1300 186 629


VICT - The New Melbourne Terminal

The Port of Melbourne welcomes its third stevedore, Victoria International Container Terminal (VICT), which is said to be the most advanced container terminal operation in the world.The automated container terminal is capable of handling the larger vessels (that can carry between 8,000-12,500 containers) unable to berth at Swanson Dock.

The automated operations will be managed from a main terminal, creating a paperless and more accurate system but more importantly, improving safety in the workplace in what remains one of the nation’s most dangerous workplaces.

The first laden ship due to berth on 26th February 2017 at VICT was the E.R. Long Beach, but the terminal still presents its challenges. Issues with some of the automated terminal operations will impact transport services, with the Automated Stacking Cranes loading onto trucks ‘doors rear’. This will have major implications for road transport operators being compliant to heavy weight axle restrictions and impacts exporter and importer instructions when container doors may need to be specifically orientated, particularly for side loaders. The Container Transport Alliance Australia (CTAA) is currently investigating the scale of the issue to gauge the number of containers being delivered and picked up “doors front”. Other stevedores in Australia feature a similar stacking crane technology and provide a service to turn boxes, with an associated fee of course.

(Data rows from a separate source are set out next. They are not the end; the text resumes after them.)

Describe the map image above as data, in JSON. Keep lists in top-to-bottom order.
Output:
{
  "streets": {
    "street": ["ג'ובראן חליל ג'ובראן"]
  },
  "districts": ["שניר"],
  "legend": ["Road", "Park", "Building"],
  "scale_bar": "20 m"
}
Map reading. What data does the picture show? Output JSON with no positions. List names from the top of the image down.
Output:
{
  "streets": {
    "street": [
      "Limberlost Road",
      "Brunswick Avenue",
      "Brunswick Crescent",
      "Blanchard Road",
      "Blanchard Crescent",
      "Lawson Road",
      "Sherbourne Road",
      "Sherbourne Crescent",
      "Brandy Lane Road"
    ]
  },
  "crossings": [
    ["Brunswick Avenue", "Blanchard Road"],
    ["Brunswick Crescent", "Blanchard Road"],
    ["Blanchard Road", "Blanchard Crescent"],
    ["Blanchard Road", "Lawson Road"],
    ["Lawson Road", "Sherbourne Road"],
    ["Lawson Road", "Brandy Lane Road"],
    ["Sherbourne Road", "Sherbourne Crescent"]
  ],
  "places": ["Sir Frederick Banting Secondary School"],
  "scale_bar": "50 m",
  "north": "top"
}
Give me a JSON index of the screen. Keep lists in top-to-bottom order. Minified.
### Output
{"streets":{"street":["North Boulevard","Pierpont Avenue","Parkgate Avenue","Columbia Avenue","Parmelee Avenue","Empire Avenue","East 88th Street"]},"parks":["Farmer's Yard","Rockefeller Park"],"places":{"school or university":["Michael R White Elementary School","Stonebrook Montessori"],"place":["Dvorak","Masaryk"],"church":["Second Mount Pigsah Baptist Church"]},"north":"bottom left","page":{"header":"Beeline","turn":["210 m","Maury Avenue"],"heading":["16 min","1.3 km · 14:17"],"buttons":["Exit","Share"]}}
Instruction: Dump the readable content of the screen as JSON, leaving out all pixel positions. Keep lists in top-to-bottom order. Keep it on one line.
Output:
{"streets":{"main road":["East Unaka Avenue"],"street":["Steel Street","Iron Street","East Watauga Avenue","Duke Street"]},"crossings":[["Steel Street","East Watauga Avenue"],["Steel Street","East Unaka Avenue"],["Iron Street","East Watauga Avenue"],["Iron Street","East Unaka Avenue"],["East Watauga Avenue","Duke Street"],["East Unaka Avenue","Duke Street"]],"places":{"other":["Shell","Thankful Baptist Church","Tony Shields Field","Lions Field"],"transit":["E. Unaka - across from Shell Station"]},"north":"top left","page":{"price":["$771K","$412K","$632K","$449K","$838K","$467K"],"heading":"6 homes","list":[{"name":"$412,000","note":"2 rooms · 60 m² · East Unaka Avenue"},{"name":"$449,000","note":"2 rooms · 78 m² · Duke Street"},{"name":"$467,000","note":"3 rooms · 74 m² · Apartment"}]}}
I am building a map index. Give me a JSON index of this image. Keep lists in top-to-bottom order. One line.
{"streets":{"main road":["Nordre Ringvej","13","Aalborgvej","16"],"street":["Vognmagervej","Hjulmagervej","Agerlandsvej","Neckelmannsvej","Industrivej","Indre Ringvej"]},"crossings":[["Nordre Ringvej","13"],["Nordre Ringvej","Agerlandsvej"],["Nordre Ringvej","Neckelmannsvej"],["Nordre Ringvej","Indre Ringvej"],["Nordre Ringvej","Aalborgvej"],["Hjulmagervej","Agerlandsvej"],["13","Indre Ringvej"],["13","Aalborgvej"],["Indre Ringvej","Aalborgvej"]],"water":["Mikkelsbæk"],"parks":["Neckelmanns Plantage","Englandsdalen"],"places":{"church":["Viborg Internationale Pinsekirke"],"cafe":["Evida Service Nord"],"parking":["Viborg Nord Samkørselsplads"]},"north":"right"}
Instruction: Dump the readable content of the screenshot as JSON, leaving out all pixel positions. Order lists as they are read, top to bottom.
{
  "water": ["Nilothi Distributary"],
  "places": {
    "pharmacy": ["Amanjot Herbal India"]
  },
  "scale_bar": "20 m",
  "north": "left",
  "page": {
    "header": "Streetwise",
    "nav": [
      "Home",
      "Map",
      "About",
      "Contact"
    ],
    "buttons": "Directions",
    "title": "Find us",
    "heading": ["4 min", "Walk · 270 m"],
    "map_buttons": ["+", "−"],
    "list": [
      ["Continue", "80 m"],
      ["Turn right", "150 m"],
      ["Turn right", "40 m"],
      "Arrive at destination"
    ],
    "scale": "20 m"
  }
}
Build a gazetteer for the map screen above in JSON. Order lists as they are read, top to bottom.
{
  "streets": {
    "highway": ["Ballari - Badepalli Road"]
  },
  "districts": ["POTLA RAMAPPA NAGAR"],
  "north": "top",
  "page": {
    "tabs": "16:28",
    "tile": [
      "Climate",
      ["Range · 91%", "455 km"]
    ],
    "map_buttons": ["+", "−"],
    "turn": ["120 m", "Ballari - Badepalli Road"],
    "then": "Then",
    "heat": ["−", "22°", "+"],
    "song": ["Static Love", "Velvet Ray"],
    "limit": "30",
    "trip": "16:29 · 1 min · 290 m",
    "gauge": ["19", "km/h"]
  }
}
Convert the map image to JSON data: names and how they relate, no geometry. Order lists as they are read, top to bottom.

It seems VICT may need to do the same.

Other issues that have arisen include VICT weighing export containers and comparing their declared weights against the actual weights recorded. Where a declared verified gross mass (VGM) differs by more than 500kg, VICT would update the information used for ship loading and impose a $130 fee to the container transport operator. However, there has been argument that the fee should be charged to the pre-receival advice (PRA) declarant instead as it is their responsibility by law to declare the correct VGM. As investigations continue as to how best to impose the fee on the parties responsible, VICT has agreed to suspend the fees until a verdict has been reached.

The 1-Stop Vehicle Booking System (VBS) at VICT also works differently than at the two other stevedores at Swanson Dock. With imports, a slot can only be booked once the container is discharged and its position in the yard is known. Transport operators will take some time become familiar with and adapt to these changes but VICT Chief Executive Mr Dommestrup hopes that “this positive collaboration between VICT and CTAA members can provide a great opportunity and platform for continued improvement within the industry.”